6 Sobre si la santa rosa es cannabis o es la parte femenina del peyote, los investigadores no se han puesto de acuerdo. Se conoce como Santa Rosa a la planta de cannabis que ha sido cuidada desde su cultivo para uso ritual exclusivamente; Garrett Ríos y Báez Cubero explican que para los otomíes de la región oriental de Hidalgo el uso de esta hierba es primordial en sus costumbres y tradiciones: «La Santa Rosa no se compra ni se comercia; se comparte. Quienes la cultivan en sus huertos le dan un mantenimiento particular. La secan a la sombra y la depositan en el altar familiar. Se sahúma y sólo se consume para actividades rituales o de curación. Además no se fuma, se ingiere o se remoja para fines curativos. La sacralidad de la hierba conlleva un respeto hacia todo proceso de producción y consumo» (Garret Ríos y Báez Cubero, 2017). Por su parte, Fagetti, Garrett Ríos y Reinoso Niche ofrecen un panorama del uso de plantas con propiedades psicotrópicas entre los otomíes de la huasteca sur (Hidalgo, Puebla y Veracruz), y señalan que «pudo haber ocurrido que la marihuana haya suplantado poco a poco el uso del peyote y de otros enteógenos entre los pueblos otomíes, conservando el mismo nombre y, por consiguiente, el simbolismo y los atributos de la santa limeña [Santa Rosa], pero es un hecho que el cannabis no es la única planta enteogénica» (Véase Fagetti, et. al., 2017). En ocasiones, el uso del nombre de santa rosa para referirse al peyote o al cannabis en las declaraciones de los expedientes inquisitoriales estará sujeto a la tradición propia del entorno del testigo. Por ejemplo: «El consumo de peyote fue frecuente en diferentes regiones del país, destacándose por el número de procesos inquisitoriales en los que este estaba involucrado en los estados de Zacatecas, Michoacán, Guanajuato, la Ciudad de México, Querétaro y San Luis Potosí […] La persecución hacia este tipo de ritos promovió el sincretismo con la hagiografía cristiana y se le denominó Niño Jesús, Santísima Trinidad, Nuestra Señora, Santa Rosa María, Yerba Santamaría, Santa María del Peyote y Yerba María» (Flores y Masera, 2010).

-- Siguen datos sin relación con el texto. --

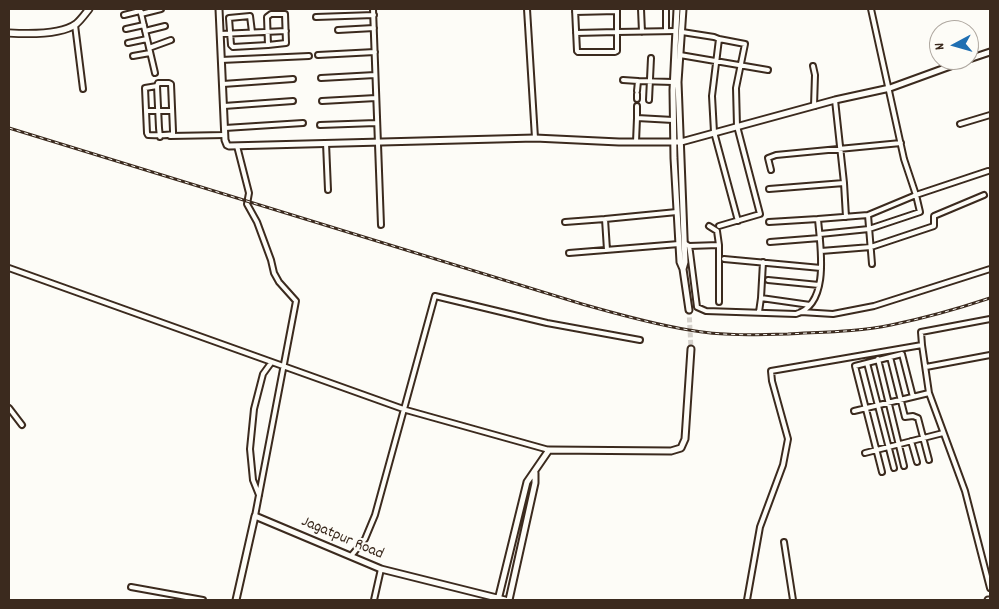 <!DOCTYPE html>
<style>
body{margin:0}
#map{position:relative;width:999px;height:609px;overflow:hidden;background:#fdfcf7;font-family:Dekko,sans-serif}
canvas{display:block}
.frame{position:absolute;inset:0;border:10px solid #3b2a1e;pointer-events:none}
.north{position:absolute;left:929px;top:20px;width:50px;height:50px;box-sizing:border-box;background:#fdfcf7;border:1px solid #afa8a0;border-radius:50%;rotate:264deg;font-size:14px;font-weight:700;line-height:20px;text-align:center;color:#3b2a1e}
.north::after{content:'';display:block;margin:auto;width:18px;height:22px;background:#1f6fb2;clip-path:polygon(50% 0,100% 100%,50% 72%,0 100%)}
</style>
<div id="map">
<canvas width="999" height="609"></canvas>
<div class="frame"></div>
<div class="north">N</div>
</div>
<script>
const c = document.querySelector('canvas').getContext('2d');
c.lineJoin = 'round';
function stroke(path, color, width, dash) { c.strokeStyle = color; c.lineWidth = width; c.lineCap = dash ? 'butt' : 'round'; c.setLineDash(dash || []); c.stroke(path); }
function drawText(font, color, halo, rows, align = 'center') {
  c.font = font + ' Dekko,sans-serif'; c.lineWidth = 4; c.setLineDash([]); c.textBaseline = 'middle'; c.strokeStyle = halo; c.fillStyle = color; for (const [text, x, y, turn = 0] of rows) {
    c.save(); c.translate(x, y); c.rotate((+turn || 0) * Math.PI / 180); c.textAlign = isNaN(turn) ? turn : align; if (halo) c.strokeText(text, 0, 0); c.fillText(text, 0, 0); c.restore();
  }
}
stroke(new Path2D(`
 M689 310 691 349`), '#d6d2cc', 5, [5, 2.5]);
const minor = new Path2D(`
 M140 9 155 73
 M373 9 381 225
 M527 9 535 138
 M575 9 577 51 578 52H615L617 51V32L576 33
 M617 9V32L676 31
 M641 9 642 32
 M666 9V31
 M575 12 617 11
 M141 14 161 9
 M124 15 140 11
 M316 17 374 15
 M75 25 83 89
 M126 29 144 25
 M338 30 374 28
 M145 31 165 26
 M252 32 250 16 229 18 231 45 233 47 268 45 267 17 271 14H285L286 43 268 45
 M682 32 714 37 719 39 745 44 736 88 737 126 760 214 719 226
 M220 34 286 31
 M719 39 712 96 714 132 738 221
 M128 43 147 39
 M149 48 171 40
 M318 55 375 52
 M680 55 768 70
 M133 56 150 53
 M221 60 309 56
 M813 66 815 75 814 106
 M321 78 375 75
 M623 80 638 81
 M223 84 293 79
 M157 86 145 88 147 133 148 135C157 135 165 136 173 134V131L171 84 169 83H158L157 86 159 128 160 137
 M637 91 638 81 673 82
 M637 99V94
 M649 100 651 58
 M322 101 376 98
 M224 106 293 101
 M147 111H172
 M637 118V106
 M960 124 990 115
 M320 125 376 123
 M225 128 303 123
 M170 136 225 135
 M636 142 637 118 673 120
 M326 143 328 190
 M237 146 249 193 247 204 257 222 271 260 274 273 279 282 296 301 255 516
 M771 170 768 158 776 155 901 143
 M844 183 846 217
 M769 189 844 183 835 100
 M868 215 872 264
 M605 219 677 212
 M565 222 605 219 607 250
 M769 222 818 219
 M709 226 717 231 719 245
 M820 234 869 229 920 212 916 195 988 171
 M770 242 820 238
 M684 243 689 246 690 252 697 307 706 311 796 314C831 304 820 245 818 219L868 215 916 195 904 159 871 9
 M689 246 719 245V302
 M821 251 871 247 934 226V216L984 195
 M569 253 679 244
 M724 259 821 268
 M763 262 761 298 810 305
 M9 268 406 410 549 450
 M768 280 819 285
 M759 312 761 298
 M801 312 833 314 874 306 990 269
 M922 345 921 332 990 319
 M890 357 905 417 913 416 918 418 929 460
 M878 359 904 466
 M867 363 894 468
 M926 367 990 355
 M9 408 22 425
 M854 411 929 393
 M911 441 917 462
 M865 453 943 433
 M882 472 855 366 902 354 913 397
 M259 495 253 480 250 449 254 409 263 374 271 363
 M784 542 793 600
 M351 556 365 539 375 515 435 296 547 323 640 340
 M131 587 203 600
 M374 600 381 569
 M747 600 760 527 783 465 788 439 772 381 771 371 922 345 929 393 965 491 990 588`);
const tertiary = new Path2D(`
 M219 9 225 140 227 145 229 146 535 138 619 142H681L835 100 890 88 967 60
 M677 9 673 90 674 158 680 262 683 269 689 310
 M969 59 990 52
 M683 269 685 262 678 82 683 9
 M236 600 255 516 381 569 505 600
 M498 600 527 482 549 450 671 451 681 448 685 439 691 349
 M509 600 535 483V473
 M988 600H990`);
const secondary = new Path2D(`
 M9 33C26 34 61 35 76 24 81 20 85 14 89 9`);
stroke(minor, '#3b2a1e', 8);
stroke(tertiary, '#3b2a1e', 9);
stroke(secondary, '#3b2a1e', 9);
stroke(minor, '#fdfcf7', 4);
stroke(tertiary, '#fdfcf7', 5);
stroke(secondary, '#fdfcf7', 5.5);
const rail = new Path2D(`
 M9 128 582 304C617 314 653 324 689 330 722 336 755 335 788 334 822 332 857 332 891 325 925 318 957 309 990 298`);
stroke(rail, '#3b2a1e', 3);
stroke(rail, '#fdfcf7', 1, [4]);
drawText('16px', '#3b2a1e', '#fdfcf7', [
 ["Jagatpur Road",342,539,23]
]);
</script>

7 Variante de tlecuil. «Del náhuatl tlecuil, fogón. Brasero formado por tres piedras llamadas tenamastes, que sirven como base para colocar comales, ollas, vasijas o rejillas para cocer los alimentos, que se ponen en el suelo en formación triangular para que en los espacios que quedan entre ellas se acomode leña, ocote o boñigas para prender el fuego. En la actualidad puede haber más de tres piedras en el tlecuil. Se utiliza desde la época prehispánica como el equivalente de la estufa actual u hoguera» (Muñoz Zurita, 2012: En línea).

8 Volcán extinto de tipo hawaiano, localizado a 2170m s.n.m., entre las alcaldías Milpa Alta, Tláhuac y Xochimilco, en la Ciudad de México.